These benefits suggest that the realized MRD platform can serve as a tool for analytical chemistry enabling to monitor kinetics of several chemical reactions, accompanied with pH, ionic or magnetic content change, contactless and in-flow. Since different groups of cells reveal different metabolic pathways, this technique might offer certain cell specificity. Finally, we envision great potential to extend the sensing capabilities of the MRD to realize automated analytic tools, which could be of advantage for (i) monitoring cellular growth inside of isolated emulsion droplets, (ii) to realize a chemostat enabling controlled continuous feeding of the growing culture, or (iii) determining and isolation of the pathogenic strains via integrating selection module. At the same time, it is important to emphasize that at the present stage of its development, the MRD platform is not able to detect specifically chemical substances appearing during bacterial/cells growth. Therefore, in this work we monitor the generalized picture of the population growth, which is reflected in the MRD signal and represents a fingerprint of certain bacteria growing in a certain media.

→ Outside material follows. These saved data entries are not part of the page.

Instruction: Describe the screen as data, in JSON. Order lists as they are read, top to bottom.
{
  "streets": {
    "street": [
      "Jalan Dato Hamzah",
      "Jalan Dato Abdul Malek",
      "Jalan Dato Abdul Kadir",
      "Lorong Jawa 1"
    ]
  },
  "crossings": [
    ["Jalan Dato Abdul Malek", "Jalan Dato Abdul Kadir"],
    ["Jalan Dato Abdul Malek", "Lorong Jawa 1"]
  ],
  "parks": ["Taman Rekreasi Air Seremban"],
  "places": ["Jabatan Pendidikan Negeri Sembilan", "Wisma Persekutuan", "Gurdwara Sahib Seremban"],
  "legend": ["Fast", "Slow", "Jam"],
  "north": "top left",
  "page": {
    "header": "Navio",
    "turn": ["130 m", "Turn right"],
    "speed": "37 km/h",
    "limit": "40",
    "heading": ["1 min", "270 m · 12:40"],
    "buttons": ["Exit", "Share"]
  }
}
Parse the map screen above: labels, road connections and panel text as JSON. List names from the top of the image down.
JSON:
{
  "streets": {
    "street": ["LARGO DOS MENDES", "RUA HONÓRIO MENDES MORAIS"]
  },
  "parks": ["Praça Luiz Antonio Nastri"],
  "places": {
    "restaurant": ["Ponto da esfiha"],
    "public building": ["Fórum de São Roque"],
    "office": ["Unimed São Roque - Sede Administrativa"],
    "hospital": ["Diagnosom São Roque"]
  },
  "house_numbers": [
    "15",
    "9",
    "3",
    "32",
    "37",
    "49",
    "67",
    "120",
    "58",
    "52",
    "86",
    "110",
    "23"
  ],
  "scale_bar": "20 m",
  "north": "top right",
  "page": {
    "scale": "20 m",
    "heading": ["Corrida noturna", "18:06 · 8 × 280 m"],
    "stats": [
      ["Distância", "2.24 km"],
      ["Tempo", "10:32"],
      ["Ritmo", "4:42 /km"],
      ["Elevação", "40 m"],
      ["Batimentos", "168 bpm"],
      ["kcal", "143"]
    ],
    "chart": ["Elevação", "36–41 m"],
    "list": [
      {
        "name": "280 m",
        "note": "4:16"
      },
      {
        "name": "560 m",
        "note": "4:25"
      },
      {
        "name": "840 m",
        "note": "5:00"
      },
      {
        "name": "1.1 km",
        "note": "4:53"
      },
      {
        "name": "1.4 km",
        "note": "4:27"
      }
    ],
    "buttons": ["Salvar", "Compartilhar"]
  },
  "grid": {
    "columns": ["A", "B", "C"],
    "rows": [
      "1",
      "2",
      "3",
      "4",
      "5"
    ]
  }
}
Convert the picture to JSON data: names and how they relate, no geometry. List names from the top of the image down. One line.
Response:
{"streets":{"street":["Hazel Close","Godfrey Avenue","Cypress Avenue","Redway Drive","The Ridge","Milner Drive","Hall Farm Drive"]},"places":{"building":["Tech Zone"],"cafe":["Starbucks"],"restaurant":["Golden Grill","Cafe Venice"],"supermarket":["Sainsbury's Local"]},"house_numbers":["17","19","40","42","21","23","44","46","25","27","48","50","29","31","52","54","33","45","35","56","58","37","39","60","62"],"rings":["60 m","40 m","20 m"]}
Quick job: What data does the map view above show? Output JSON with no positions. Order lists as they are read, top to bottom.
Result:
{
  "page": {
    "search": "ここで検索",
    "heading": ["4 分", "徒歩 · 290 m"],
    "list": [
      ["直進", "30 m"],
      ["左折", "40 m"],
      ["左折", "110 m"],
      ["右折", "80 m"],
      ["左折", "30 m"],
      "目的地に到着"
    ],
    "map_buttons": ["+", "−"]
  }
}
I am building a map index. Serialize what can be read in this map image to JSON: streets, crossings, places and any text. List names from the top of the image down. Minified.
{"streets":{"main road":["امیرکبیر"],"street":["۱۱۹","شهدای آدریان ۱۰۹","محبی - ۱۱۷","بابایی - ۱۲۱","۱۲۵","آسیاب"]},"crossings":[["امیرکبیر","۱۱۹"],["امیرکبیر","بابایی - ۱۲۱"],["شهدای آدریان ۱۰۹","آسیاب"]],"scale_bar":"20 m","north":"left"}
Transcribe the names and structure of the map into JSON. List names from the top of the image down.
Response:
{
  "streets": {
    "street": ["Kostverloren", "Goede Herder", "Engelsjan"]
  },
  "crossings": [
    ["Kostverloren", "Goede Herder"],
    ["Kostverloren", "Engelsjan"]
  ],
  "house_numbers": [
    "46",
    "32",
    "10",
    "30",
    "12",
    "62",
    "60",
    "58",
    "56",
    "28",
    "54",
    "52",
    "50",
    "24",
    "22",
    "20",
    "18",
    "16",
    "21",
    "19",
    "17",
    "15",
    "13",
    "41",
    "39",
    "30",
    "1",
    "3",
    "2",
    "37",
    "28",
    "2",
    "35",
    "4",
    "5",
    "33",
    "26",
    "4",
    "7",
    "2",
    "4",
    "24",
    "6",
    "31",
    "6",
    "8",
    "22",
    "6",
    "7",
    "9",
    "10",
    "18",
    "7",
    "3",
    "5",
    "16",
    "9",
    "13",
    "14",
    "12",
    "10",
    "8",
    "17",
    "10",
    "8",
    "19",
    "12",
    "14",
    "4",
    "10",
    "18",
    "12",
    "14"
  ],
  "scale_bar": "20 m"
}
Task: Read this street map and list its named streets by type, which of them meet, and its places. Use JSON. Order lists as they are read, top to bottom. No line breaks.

In this respect, to allow for the quantitative analysis of specific metabolites, the MRD platform should be combined with other available detectors, e.g. optical sensors (in particular, based on fluorescence) for specific assays, like detection of oxygen or pH. We envision that by extending the present platform towards spectroscopic in-flow measurement protocol should provide the highly demanded specificity to the MRD device.

Methods

Resonance detection module

The MRD consists of an inductive coil wound around a fluidic channel and external capacitors, thus forming an LC resonant tank circuit inserted into the Colpitts oscillator scheme to form an autodyne (Supplementary Fig. 1). The quality factor of such a resonator can be enhanced dramatically when the feedback compensates energy loses and the circuit goes into oscillation on its fundamental resonance frequency, which is defined by inductance of the coil and capacitances of capacitors included in the circuit (Supplementary Fig. 1 and 3). If the magnetic permeability of the core of the coil is modified by induction currents or magnetic material, inductance of the coil will change influencing the resonance frequency. Here, we detect the variation of the resonance frequency by monitoring the changes of the amplitude at the defined frequency close to the fundamental resonance of the LC tank. In order to lock the circuit to oscillate at the defined frequency and phase, the feedback signal has to be reduced to the value, which is sufficient to suppress the fundamental oscillation and a current from an external oscillator has to be fed into the LC tank (Supplementary Fig. 1). The magnitude of the current was chosen to initiate oscillations of the circuit, phase and frequency locked to the external oscillator. The amplitude and the phase of the signal at the output of the circuit vary with the frequency of the resonance peak. By tuning the frequency of the external oscillator, the working point can be set to be either on the left or right slope of the resonance peak. In our device, due to the properties of the coil, the lower frequency slope has higher sensitivity. By tuning the feedback signal, the quality factor can be enhanced to values approaching 105 thus providing sharp slopes and a high sensitivity. This quality factor of the fabricated LC circuit approaches values achieved in MEMS raising the possibility to analyze low concentrations of ferromagnetic, superparamagnetic particles and ionic liquids.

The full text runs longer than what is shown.